Go through the entries below and copy each line that holds the word "Malawi".
# # #
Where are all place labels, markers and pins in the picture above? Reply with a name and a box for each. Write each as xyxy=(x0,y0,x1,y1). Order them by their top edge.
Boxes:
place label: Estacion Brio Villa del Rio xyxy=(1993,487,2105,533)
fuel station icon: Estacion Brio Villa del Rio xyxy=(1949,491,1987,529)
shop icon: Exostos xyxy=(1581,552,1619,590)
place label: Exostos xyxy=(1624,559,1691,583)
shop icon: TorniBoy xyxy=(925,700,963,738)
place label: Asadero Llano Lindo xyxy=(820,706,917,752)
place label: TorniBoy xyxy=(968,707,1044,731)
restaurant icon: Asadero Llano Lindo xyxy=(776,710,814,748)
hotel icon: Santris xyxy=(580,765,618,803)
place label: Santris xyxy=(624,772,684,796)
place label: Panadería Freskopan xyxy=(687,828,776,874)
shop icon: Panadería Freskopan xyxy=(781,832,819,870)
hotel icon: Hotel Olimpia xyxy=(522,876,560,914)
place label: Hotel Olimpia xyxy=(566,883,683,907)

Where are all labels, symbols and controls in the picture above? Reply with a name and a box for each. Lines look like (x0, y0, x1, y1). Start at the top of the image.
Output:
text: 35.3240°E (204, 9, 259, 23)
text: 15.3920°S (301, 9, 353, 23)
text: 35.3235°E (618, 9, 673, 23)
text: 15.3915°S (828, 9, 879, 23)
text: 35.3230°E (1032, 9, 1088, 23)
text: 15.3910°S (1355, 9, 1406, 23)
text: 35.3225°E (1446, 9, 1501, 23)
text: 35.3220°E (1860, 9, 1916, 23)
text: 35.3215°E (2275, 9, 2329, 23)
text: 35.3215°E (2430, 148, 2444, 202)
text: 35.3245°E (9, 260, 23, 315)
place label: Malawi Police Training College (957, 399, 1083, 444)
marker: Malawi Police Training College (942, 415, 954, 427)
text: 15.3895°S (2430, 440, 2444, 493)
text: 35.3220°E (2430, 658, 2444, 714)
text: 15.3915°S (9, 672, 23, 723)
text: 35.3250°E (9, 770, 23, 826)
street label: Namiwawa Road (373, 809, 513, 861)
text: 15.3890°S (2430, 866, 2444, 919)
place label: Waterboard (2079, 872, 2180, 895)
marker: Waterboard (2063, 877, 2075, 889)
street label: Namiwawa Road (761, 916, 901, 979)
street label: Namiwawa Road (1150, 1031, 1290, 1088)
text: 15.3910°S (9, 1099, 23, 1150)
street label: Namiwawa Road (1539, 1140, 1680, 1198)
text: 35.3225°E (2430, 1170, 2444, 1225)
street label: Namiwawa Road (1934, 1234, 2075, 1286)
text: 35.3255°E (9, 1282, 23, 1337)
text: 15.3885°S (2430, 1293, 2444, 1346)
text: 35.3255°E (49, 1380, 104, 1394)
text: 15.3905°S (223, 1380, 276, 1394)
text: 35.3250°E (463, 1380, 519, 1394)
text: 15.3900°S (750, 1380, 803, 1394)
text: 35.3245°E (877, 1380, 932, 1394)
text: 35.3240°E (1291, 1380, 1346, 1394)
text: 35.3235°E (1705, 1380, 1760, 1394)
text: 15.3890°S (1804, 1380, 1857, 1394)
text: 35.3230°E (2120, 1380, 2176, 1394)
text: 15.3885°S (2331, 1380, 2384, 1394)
# # #
* Exercise result *
place label: Malawi Police Training College (957, 399, 1083, 444)
marker: Malawi Police Training College (942, 415, 954, 427)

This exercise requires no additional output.